Over the past year the world of Hadoop has exploded, the world has suddenly woken up to the fact that there is a huge amount of data being collected and this could have some real value in business. So I wanted to spend a bit of time explaining what Hadoop is, how it all works and leading into some guide on working with Hadoop.
A brief history of Hadoop
Hadoop is derived of 2 google white papers on MapReduce and GFS (google file system). When google released these documents they started to explain exactly how they are able to store and process huge (think petabytes) amounts of data, in a simple, efficient way.
Doug Cutting took the information in those white papers and started developing Apache Hadoop. Hadoop consists of 2 components MapReduce and HDFS. Just as with the google white papers these systems provide the ability process and store huge amounts of data respectively.
Since that early start Hadoop has spawned a number of projects such as HBase (implementation of googles big table), ZooKeeper (node co-ordination), PIG and Hive (new ways to write MapReduce jobs) and a lot more…
Why should I care?
These days technology is everywhere and people use it for everything. When we build new computer systems we build on top of existing systems (deploying a website on apache, building an enterprise server on glassfish, etc) which already contain a lot of code. On top of that we deploy thousands of lines of our own code. On a normal day any computer system would generate a lot of data on any individual user, multiply that by the number of users in your system and all of a sudden we have gigabytes of data being produced hourly.
Inside that data, whether its being stored in flat files, databases or some other means we have a lot of valuable insight into what is going on inside our systems from anything to simple counting to complex pattern analysis of user patterns.
Now this is nothing new, people have been able to find patterns in data but what Hadoop brings is the ability to do this over commodity server hardware very easily. Thanks to HDFS you can scale your storage by adding new nodes providing simple API’s to store data with redundancy over multiple servers to ensure nothing is ever lost. MapReduce provides a very simple way to write algorithms to process this data that scales fantastically well as your data sets get bigger, analysing billions of data items, very quickly and very cheaply is why people are going mad over Hadoop!
How does it work?
I won’t explain the internals, if you want to understand that then I suggest you start with the google white papers and this book is great on the architecture of HDFS. Here I will go into how you can apply this technology to solving problems.
Have you used the Linux file system? Thats it, that is how easy HDFS is! Once you have it setup and configured redundancy in HDFS then you are good. You can copy files from a local file system into the HDFS managed file system and from there you can do what you want. HDFS will manage all the blocks (it chops up files into blocks), it ensures redundancy, if you lose a node in your cluster it will move blocks around to ensure you have enough redundancy and migrate your data as you install new nodes. Thats it!
MapReduce allows you to process your data, which thanks to HDFS is already shared over your whole cluster. MapReduce allows you to use all the CPU cycles over your cluster to crunch that data. MapReduce is a new paradigm for processing data which takes a little while to get used to, in subsequent articles I will go into depth over patterns you can use to process data (mostly in pig and hive as writing jobs in java is tedious) but for now I will give a general example.
Lets say you have a file stored on HDFS that contains a huge list of words, lots of repetition in a random order. In fact lets say that its not just huge, its HUGE, 100 gigabytes of data! How would your normally process this in code? Load the file, loop, increment a counter for each word, wait forever then get an answer. I think we can do a bit better than that. So how do we do it in a MapReduce world? Lets go through the steps.
- Load the file
- For each word emit a map
- Each word maps to a count, as we are looping on a long list for each word we then map it to the number one
- Sort each word
- In our map the word is the key, each word is emitted to a specific reducer.

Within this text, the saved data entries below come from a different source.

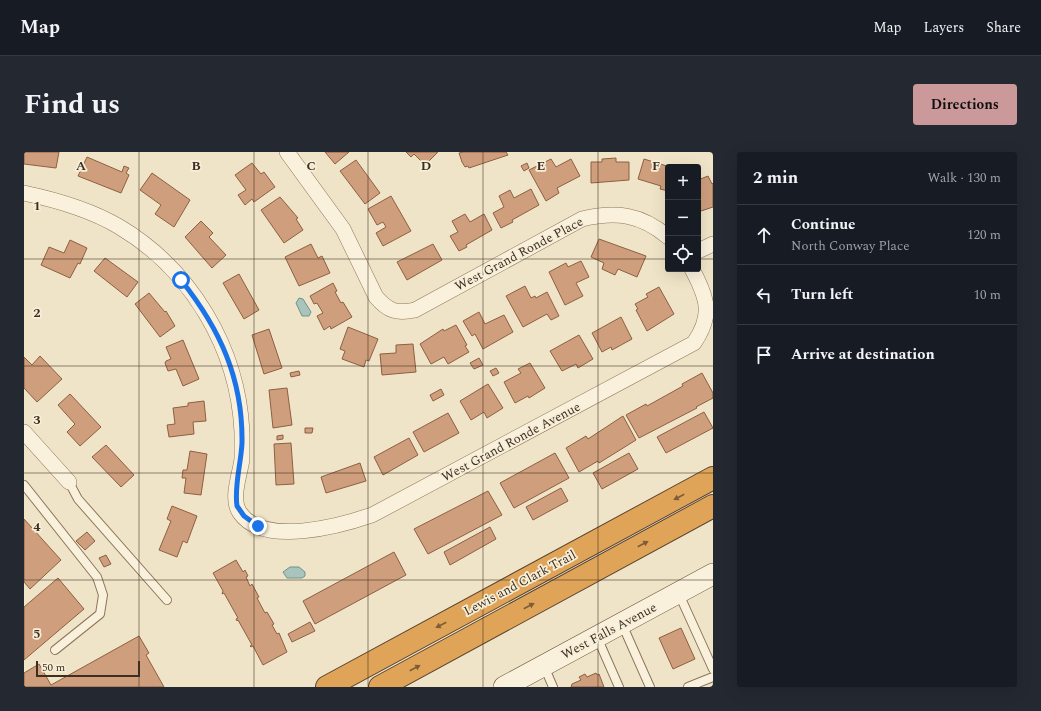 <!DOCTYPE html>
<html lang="en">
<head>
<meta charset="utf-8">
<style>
	body { margin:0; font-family:Spectral,serif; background:#242831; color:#f1f3f6 }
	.controls { position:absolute; right:12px; top:12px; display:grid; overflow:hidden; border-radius:4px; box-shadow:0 4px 16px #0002 }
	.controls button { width:36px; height:36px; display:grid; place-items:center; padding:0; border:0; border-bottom:1px solid #363941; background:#171b24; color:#f1f3f6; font:20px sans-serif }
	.scale { position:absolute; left:12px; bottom:10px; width:104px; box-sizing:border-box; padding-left:4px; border:2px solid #3d2e20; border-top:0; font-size:11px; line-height:14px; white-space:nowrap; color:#3d2e20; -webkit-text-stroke:3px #f7eed8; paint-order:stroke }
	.stop { position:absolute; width:12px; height:12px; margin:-9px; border:3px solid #1a73e8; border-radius:50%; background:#fff }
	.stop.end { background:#1a73e8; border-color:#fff; box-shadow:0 1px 4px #0008 }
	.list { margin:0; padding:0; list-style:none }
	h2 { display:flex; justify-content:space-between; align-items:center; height:52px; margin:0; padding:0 16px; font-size:17px }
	h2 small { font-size:13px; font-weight:400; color:#9ea1a6 }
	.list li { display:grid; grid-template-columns:26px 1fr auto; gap:12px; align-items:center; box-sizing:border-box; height:60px; padding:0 16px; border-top:1px solid #363941 }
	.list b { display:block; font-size:15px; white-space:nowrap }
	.list p { margin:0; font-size:13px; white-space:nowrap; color:#9ea1a6 }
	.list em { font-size:13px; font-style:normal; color:#9ea1a6 }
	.icon { flex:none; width:22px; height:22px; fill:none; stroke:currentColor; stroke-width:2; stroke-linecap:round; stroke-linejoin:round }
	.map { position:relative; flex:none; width:689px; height:535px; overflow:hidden; border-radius:4px }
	header { display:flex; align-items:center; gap:24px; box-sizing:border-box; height:56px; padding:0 20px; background:#171b24; border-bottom:1px solid #363941 }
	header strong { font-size:19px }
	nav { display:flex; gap:22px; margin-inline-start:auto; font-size:14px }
	.intro { display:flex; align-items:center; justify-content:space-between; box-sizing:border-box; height:96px; padding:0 24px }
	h1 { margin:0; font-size:28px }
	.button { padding:10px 18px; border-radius:4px; background:#cc999b; color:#111; font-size:14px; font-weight:700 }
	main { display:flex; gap:24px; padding:0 24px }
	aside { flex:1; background:#171b24; border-radius:4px; box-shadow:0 4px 16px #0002 }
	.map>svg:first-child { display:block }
	.water { fill:#a9c4bc; stroke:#6f938a }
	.building { fill:#cf9f7d; stroke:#8d5f41 }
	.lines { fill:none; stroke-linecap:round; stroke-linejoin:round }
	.lane-casing { stroke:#8d765c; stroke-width:10 }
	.street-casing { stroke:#8d765c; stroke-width:16 }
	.secondary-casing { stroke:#6f573f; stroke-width:22 }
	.highway-casing { stroke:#5b4430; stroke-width:24 }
	.lane { stroke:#faf1dc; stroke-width:8 }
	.street { stroke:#faf1dc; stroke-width:15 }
	.secondary { stroke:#faf1dc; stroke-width:21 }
	.highway { stroke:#e0a458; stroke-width:22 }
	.oneway { fill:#7e5d36 }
	.route { stroke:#1a73e8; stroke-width:5 }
	.grid { fill:none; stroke:#3d2e20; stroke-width:1; stroke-opacity:0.55 }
	.labels { text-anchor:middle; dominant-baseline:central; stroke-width:3.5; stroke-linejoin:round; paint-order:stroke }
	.street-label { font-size:13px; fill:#3d2e20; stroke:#f7eed8 }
	.grid-label { font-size:13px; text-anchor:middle; font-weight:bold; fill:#3d2e20; stroke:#f7eed8; stroke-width:3.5; stroke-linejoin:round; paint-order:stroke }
</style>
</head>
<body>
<header>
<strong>Map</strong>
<nav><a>Map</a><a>Layers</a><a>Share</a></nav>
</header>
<div class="intro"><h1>Find us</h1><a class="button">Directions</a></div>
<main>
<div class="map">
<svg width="689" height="535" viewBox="0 0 689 535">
	<rect width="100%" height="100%" fill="#f0e4c8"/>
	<g class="water">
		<polygon points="275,146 279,147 287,160 285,164 278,164 272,151"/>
		<polygon points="266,415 275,415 281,420 281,424 278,426 263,426 259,420"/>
	</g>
	<g class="building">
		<polygon points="0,0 35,0 32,16 0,12"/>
		<polygon points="301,0 325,0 311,12"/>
		<polygon points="382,0 414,0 401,13 390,2 387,5"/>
		<polygon points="439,0 482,0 484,3 445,16 444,14 441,15 438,10 435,1"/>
		<polygon points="63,5 98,20 100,14 105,16 102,21 105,23 97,41 54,24"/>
		<polygon points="592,6 592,10 605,10 605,28 567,31 567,10 578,10 578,7"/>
		<polygon points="527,7 532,15 547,7 556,24 533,36 535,41 522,49 505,18"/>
		<polygon points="620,7 646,15 644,15 644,39 636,37 637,34 614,27"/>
		<polygon points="332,8 356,41 341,52 316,19"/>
		<polygon points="228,11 237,22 240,20 251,35 230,50 228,47 221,53 214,43 222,38 211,23"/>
		<polygon points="503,11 505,16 500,19 497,14"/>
		<polygon points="128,21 166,48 150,75 131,62 137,53 116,38"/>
		<polygon points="684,24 688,32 689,31 689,55 674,60 674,38 676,37 674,28"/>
		<polygon points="507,37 515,53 488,68 489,70 477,76 469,61 480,55 475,44 486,38 490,46"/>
		<polygon points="367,44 387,79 359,94 352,81 362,75 359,70 353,73 344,57"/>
		<polygon points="256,45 274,66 272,67 279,78 260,91 237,58"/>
		<polygon points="441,62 446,70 460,62 468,78 442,93 443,95 435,99 426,84 434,80 428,69"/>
		<polygon points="177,69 189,81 185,85 202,103 188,116 161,85"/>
		<polygon points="575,87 622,104 613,125 594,117 591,123 578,117 580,111 567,105"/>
		<polygon points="46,88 63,96 56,112 54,111 46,126 17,113 25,95 40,101"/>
		<polygon points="287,92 294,106 298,104 306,121 275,134 261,105"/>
		<polygon points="409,92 418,108 383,128 373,110"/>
		<polygon points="81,106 114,130 103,145 70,119"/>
		<polygon points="557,109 565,125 552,131 559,144 541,153 525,120 542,111 544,115"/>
		<polygon points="215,122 235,158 220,167 199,131"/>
		<polygon points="309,131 313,139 311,140 317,151 319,150 328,165 307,177 306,174 300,178 293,164 299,161 293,151 290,152 286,144"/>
		<polygon points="501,134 507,146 511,144 512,146 523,140 535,164 527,168 523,162 499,175 482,144"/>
		<polygon points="635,135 650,162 623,179 612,158 614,157 611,152 624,145 622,142"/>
		<polygon points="125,141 141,160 142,159 151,174 136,185 111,152"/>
		<polygon points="455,160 461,172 480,163 489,180 459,197 451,182 448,184 439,169"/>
		<polygon points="597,165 608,187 588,198 587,195 578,200 568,181"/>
		<polygon points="432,173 443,193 441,194 445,200 424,212 420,205 407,212 396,192 419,177 420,179"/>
		<polygon points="324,175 354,187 345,209 342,208 340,215 318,207 321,199 316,197"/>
		<polygon points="245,177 258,216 240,222 228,183"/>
		<polygon points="555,183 569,207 554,216 552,212 538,219 526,199"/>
		<polygon points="159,188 175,227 159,234 152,217 144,219 141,211 142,209 147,207 142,195"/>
		<polygon points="389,192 392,220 358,223 356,202 372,201 372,193"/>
		<polygon points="16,204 38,227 13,250 0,236 0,205 8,213"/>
		<polygon points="455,206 459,213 450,217 446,211"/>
		<polygon points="506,211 521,236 505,246 504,244 491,251 480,230 497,221 494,217"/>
		<polygon points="472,216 475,221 469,224 466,219"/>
		<polygon points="275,219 276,223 267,225 266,221"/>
		<polygon points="678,221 689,241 689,246 672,255 673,256 615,286 602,263 622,252 623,254 659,234 658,232"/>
		<polygon points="464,232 479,256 463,266 460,260 447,268 436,249"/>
		<polygon points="263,236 268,273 249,276 245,238"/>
		<polygon points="417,237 420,243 409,249 406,243"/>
		<polygon points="46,242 77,275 56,294 43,280 51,272 34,253"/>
		<polygon points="180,249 182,269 169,270 170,282 145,285 143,273 151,272 149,256 164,254 164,251"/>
		<polygon points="680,260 689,276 642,301 633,285"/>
		<polygon points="424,261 435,281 400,300 389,280"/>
		<polygon points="599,264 612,288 575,311 574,309 555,320 542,296 562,284 564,287"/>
		<polygon points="281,276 289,276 288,281 281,281"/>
		<polygon points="259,283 259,287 253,288 253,284"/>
		<polygon points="385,286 394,303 359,323 350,305"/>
		<polygon points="267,291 270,332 252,333 250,292"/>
		<polygon points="82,293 110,323 97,335 68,305"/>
		<polygon points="166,299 183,302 177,343 160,341 162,326 158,326 159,318 163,318"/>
		<polygon points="531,301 545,326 490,356 476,331"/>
		<polygon points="605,301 614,317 578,337 569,321"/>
		<polygon points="336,311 342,329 302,341 297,325"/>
		<polygon points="537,336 544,349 509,368 502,355"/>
		<polygon points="464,339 478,363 404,402 390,377"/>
		<polygon points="148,354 173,364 163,391 159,389 153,405 135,398 147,369 143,367"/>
		<polygon points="0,367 37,408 6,437 0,430"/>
		<polygon points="466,375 472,387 426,413 420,400"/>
		<polygon points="63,380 71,389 61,398 52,389"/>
		<polygon points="370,400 382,423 291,472 279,449"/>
		<polygon points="82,403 87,412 80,415 75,406"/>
		<polygon points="212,408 219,420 221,418 224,424 222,425 226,434 228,432 235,445 233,446 241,461 243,460 250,472 248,473 253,482 255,481 263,500 239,513 229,494 227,495 226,494 228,493 214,468 213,469 212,467 214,466 200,441 198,442 199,439 189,421"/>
		<polygon points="34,426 60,457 0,508 0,455"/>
		<polygon points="286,470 291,479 268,490 264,482"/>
		<polygon points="657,476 671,507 649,517 635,486"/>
		<polygon points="115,484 125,501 122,503 140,535 0,535 0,521 15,512 27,533"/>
		<polygon points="572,521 573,523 575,522 580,535 547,535 548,532 557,528 555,525 561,522 563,525"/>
	</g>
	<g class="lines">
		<g class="lane-casing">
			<g id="lane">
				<polyline points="45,330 54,347 143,448"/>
				<polyline points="0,333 73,425 79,443 76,462 31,498"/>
				<polyline points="655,442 689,517"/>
				<polyline points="598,472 626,535"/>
				<polyline points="573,485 595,535"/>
				<polyline points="520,514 529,535"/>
				<polyline points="664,535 689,525"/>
			</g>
		</g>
		<g class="street-casing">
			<g id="street">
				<path d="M263,0L319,77L352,145C364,159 373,162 391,158L558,67C592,59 617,62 644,85"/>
				<path d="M0,41C33,48 65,57 94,74C167,117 214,196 218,280C218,289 218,299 218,307C216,323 206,347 216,361C240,395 316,374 348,363L670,191C689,163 684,147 668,117"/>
				<polyline points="674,99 689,92"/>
				<polyline points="0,280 45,330"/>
			</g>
		</g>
		<g class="secondary-casing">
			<polyline id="secondary" points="480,535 689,422"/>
		</g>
		<g class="highway-casing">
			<g id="highway">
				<polyline points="303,535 689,326"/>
				<polyline points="356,535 689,354"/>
			</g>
		</g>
		<use href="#lane" class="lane"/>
		<use href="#street" class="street"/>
		<use href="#secondary" class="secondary"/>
		<use href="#highway" class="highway"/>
	</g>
	<defs><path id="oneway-solid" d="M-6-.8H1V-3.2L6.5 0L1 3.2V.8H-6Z"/></defs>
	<g class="oneway">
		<use href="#oneway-solid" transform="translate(655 345) rotate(152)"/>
		<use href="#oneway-solid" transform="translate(619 392) rotate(-28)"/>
		<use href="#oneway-solid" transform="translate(505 454) rotate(-28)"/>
		<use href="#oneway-solid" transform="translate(417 473) rotate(152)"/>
		<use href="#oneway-solid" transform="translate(391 516) rotate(-28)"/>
	</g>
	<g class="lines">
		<path class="route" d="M157,128C196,177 219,227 218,291C217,312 210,334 213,354L220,364L234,374"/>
	</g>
	<path class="grid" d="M115,0V535M230,0V535M344,0V535M459,0V535M574,0V535M0,107H644M674,107H689M0,214H689M0,321H689M0,428H689"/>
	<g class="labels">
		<g class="street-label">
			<text transform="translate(495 102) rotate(-28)">West Grand Ronde Place</text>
			<text transform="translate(487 290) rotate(-28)">West Grand Ronde Avenue</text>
			<text transform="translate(496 431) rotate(-28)">Lewis and Clark Trail</text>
			<text transform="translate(585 479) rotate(-28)">West Falls Avenue</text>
		</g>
	</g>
	<g class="grid-label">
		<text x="57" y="18">A</text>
		<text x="172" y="18">B</text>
		<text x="287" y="18">C</text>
		<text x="402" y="18">D</text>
		<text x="517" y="18">E</text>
		<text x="632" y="18">F</text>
		<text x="13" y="58">1</text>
		<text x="13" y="165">2</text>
		<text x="13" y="272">3</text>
		<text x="13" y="379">4</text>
		<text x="13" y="486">5</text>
	</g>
</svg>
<div class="controls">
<button>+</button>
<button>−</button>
<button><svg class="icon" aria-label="locate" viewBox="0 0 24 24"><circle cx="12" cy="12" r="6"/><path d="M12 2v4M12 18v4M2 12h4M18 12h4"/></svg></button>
</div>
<div class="scale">50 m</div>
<div class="stop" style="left:157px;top:128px"></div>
<div class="stop end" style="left:234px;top:374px"></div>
</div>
<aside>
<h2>2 min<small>Walk · 130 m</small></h2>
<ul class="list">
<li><svg class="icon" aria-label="ahead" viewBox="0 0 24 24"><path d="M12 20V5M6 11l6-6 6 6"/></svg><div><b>Continue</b><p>North Conway Place</p></div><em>120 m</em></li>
<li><svg class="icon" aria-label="left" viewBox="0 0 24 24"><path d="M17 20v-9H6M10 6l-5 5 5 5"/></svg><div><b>Turn left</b></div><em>10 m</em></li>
<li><svg class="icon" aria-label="arrive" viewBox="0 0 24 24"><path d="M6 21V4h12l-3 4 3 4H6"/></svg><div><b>Arrive at destination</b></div></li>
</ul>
</aside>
</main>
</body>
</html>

- In this way we can split up our data set but also ensure each item gets processed once
- Reduce the words
- Each reducer gets a number of word:1 tuples
- We can just loop and count these
Although this is a very simple case for using map reduce the key principles are in place. By mapping our data we essentially organise by keys, as keys in a map are unique they can be processed separately, finally we can then reduce our simple data sets in a loop. Now in reality most MapReduce jobs contain a lot of various steps to achieve a goal, which means things get split down into smaller and smaller tasks, then often joined back up to answer questions. In this sense MapReduce jobs are intrinsically parallelizable without worrying about threads, locks, etc. Even for our trivial example it means each reduce step could run in parallel, which in british english is around 170,000 words. I for one would not want to try to code that!
That in essence is the power of Hadoop, massive storage & massive processing made very simple. As time goes on things of course get more complex, jobs become complicated and make use to new languages to express things better than java can, but once you have got your head around the word count above you are well on your way.
Over the coming weeks and months I’ll start blogging in depth about how to setup, run and code for Hadoop along with some of its related technologies. In the mean time I suggest you take a look over the original word count source code to understand how the above algorithm translates into real code.